**Your objective**:
Repeat the entries below exactly and in full.

[Stored items]
::::

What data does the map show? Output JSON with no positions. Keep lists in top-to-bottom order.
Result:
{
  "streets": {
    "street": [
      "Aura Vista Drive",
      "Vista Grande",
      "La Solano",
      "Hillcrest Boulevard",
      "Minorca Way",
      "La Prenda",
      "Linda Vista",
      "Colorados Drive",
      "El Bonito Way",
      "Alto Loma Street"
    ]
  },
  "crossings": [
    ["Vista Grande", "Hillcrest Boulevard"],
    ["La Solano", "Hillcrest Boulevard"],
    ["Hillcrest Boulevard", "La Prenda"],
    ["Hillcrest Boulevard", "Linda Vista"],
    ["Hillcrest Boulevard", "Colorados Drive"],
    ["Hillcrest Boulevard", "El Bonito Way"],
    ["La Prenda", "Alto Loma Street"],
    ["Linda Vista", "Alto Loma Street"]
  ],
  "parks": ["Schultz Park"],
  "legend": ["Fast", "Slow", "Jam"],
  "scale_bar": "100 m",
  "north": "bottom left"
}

::::

**Answer for this exercise**:
What data does the map show? Output JSON with no positions. Keep lists in top-to-bottom order.
Result:
{
  "streets": {
    "street": [
      "Aura Vista Drive",
      "Vista Grande",
      "La Solano",
      "Hillcrest Boulevard",
      "Minorca Way",
      "La Prenda",
      "Linda Vista",
      "Colorados Drive",
      "El Bonito Way",
      "Alto Loma Street"
    ]
  },
  "crossings": [
    ["Vista Grande", "Hillcrest Boulevard"],
    ["La Solano", "Hillcrest Boulevard"],
    ["Hillcrest Boulevard", "La Prenda"],
    ["Hillcrest Boulevard", "Linda Vista"],
    ["Hillcrest Boulevard", "Colorados Drive"],
    ["Hillcrest Boulevard", "El Bonito Way"],
    ["La Prenda", "Alto Loma Street"],
    ["Linda Vista", "Alto Loma Street"]
  ],
  "parks": ["Schultz Park"],
  "legend": ["Fast", "Slow", "Jam"],
  "scale_bar": "100 m",
  "north": "bottom left"
}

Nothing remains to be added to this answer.